I had started to define what I meant by “film architecture.” The nineties had brought all sorts films that I thought were both amazing and ripe with spatial peculiarities like David Lynch’s Lost Highway (1997), Vincent Gallo’s Buffalo ’66 (1998), a bunch by Wim Wenders—Until the End of the World (1991), Lisbon Story (1994), and The End of Violence (1997)— Ang Lee’s The Ice Storm (1997), Sally Potter’s Orlando (1992) and The Tango Lesson (1997), Terry Gilliam’s Fear and Loathing in Las Vegas (1998), Mike Figgis’ Leaving Las Vegas (1995), the phenomenon that was Quentin Tarantino with Reservoir Dogs (1992 and out of the 1991 Sundance film lab), Pulp Fiction (1994), and Jackie Brown (1997), David Cronenberg’s Crash (1996), Robert Altman’s 90s oeuvre that included Vincent and Theo (1990), The Player (1992), Short Cuts (1993), Ready to Wear (1994), Kansas City (1996), as well as his brilliantly conceived 1997 TV series Gun, Jim Jarmusch’s Night on Earth (1991) and Dead Man (1995), Atom Egoyan’s The Sweet Hereafter (1997)—to this day I think of this film when I go through a car wash, Ethan and Joel Cohen’s Barton Fink (1991), Fargo (1996), and The Big Lebowski (1998), Abbas Kiarostami’s The Taste of Cherry (1997), Jane Campion’s The Piano (1993), Lars von Trier’s Breaking the Waves (1996), Curtis Hanson’s L.A. Confidential (1997), Mike Leigh’s Naked (1993) and Secrets and Lies (1996), Milcho Manchevski’s Before the Rain (1994), and others that are not coming to my fingertips at the moment… Steven Soderbergh in particular developed his work in the 90s— the success of Sex, Lies, and Videotape in 1989 gave him entry to try things out in Kafka (1991), King of the Hill (1993), Schizopolis (1996), and Out of Site (1998). Soderbergh’s The Limey, came out in 1999 as did many other amazing films, like some collective last hurrah to the century. I’m thinking Spike Jonze’s Being John Malkovich (1999), Stanley Kubrick’s Eyes Wide Shut (1999), David Fincher’s Fight Club (1999), Claire Denis’ Beau Travail (1999), Pedro Almadóvar’s All About My Mother (1999), Sofia Coppola’s The Virgin Suicides (1999), Paul Thomas Anderson’s Boogie Nights (1997), Wenders’ Buena Vista Social Club, David Myrick’s and Eduardo Sanchez’s The Blair Witch Project (1999), Jarmusch’s Ghost Dog, Anderson’s Magnolia (1999)… Kathryn Bigelow’s Strange Days was completed in 1995 but imagines a post-1999 future.

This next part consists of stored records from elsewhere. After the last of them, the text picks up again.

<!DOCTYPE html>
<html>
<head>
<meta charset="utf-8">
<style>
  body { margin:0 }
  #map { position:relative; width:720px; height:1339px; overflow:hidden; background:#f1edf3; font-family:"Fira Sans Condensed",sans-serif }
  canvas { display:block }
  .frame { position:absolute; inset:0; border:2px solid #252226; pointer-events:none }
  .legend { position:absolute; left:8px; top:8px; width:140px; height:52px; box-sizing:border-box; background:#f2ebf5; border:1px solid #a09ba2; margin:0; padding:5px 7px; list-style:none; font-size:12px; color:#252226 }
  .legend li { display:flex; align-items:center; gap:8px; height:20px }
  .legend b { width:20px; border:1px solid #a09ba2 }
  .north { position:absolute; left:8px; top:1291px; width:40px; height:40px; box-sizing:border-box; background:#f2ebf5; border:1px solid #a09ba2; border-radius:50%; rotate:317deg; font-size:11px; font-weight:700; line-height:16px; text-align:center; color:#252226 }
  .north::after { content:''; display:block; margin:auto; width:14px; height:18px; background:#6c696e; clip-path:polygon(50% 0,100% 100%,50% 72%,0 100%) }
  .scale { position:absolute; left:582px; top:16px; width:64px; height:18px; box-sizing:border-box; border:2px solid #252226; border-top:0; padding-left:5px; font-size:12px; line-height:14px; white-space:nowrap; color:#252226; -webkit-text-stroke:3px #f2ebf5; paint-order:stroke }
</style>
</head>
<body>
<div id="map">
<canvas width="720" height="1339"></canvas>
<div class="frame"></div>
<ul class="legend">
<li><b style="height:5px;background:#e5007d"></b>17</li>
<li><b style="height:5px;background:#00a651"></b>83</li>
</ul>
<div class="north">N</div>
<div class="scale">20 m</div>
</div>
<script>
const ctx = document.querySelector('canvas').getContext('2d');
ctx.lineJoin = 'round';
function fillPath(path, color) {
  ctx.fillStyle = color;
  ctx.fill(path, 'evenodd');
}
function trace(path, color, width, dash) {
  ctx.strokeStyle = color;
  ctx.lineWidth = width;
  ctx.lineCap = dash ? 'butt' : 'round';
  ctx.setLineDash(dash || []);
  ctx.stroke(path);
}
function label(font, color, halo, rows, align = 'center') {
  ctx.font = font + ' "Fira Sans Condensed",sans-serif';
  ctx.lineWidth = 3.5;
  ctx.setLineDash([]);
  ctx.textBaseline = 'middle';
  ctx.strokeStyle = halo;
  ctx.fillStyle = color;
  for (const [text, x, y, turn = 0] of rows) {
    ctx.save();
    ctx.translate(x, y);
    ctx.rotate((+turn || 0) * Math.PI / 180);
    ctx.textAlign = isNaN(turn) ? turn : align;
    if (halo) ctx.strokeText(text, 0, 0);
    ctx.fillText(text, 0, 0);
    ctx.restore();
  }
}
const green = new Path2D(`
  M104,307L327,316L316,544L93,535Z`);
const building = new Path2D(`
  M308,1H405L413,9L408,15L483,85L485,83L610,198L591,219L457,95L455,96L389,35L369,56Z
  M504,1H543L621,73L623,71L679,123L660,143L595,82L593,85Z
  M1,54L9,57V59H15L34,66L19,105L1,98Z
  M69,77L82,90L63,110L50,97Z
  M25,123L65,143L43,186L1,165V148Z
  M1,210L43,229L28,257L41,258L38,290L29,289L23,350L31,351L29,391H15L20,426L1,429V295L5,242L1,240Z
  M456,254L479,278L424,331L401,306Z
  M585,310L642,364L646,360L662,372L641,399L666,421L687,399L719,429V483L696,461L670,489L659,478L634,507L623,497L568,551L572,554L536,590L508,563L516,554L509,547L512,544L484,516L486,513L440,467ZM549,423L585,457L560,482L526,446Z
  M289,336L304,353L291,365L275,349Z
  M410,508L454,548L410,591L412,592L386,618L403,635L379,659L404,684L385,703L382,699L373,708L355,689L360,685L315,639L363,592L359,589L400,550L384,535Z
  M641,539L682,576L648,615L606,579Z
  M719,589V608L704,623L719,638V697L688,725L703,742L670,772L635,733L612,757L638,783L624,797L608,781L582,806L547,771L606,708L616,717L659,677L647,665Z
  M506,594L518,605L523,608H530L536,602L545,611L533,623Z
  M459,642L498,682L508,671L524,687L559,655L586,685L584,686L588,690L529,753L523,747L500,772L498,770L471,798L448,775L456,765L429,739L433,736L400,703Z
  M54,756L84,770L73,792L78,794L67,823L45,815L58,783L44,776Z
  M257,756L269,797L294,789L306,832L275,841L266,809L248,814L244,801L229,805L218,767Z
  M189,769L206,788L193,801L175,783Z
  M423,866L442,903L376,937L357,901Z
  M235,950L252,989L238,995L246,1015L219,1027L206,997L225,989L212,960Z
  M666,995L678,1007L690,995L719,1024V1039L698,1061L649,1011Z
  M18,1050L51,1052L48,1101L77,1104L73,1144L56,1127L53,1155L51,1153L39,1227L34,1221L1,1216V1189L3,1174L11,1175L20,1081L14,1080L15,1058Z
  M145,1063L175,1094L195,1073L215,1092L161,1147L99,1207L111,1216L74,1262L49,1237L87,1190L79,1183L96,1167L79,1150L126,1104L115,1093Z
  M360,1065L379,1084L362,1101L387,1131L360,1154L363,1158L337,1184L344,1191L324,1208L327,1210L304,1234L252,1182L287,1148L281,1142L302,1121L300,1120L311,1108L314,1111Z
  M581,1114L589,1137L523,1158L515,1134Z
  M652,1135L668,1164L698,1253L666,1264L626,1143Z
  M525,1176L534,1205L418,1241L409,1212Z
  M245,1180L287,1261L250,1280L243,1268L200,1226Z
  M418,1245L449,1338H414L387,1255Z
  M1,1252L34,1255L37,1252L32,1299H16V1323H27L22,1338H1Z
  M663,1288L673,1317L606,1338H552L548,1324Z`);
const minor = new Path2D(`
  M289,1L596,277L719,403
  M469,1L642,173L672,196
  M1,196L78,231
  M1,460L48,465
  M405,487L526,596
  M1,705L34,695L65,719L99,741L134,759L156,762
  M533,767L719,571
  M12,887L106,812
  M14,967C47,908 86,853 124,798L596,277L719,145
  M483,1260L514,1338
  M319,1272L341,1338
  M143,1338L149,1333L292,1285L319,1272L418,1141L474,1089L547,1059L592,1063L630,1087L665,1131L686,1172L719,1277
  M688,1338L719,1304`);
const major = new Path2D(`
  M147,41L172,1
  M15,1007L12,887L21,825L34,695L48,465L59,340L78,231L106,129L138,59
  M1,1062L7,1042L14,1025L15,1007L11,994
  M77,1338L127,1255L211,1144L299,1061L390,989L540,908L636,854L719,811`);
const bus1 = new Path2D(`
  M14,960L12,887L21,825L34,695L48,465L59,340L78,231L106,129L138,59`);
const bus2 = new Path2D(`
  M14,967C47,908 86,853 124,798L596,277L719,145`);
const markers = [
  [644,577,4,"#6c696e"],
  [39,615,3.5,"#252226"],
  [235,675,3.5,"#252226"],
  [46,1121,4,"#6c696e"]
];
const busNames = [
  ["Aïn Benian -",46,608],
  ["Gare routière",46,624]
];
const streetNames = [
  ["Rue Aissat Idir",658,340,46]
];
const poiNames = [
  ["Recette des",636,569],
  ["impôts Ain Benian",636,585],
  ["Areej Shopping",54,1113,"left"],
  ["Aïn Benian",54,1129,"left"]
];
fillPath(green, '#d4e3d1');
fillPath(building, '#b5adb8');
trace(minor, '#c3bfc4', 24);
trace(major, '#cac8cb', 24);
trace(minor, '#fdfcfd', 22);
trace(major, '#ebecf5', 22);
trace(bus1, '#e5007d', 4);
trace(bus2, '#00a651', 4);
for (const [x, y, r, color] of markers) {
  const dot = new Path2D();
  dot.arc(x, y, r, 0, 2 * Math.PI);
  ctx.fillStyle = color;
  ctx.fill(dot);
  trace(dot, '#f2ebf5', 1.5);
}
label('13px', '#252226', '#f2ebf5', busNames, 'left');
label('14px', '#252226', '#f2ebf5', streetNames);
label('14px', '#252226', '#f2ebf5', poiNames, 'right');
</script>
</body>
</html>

While everyone was distracted by obviousness and stylish sunglasses of The Matrix, my 1999 picks were as much about domestic space as they were about imagined futures and the eclectic mix gave me a base on which to build this film architecture idea of mine. This was also when I started teaching architecture studio: Best. Job. Ever.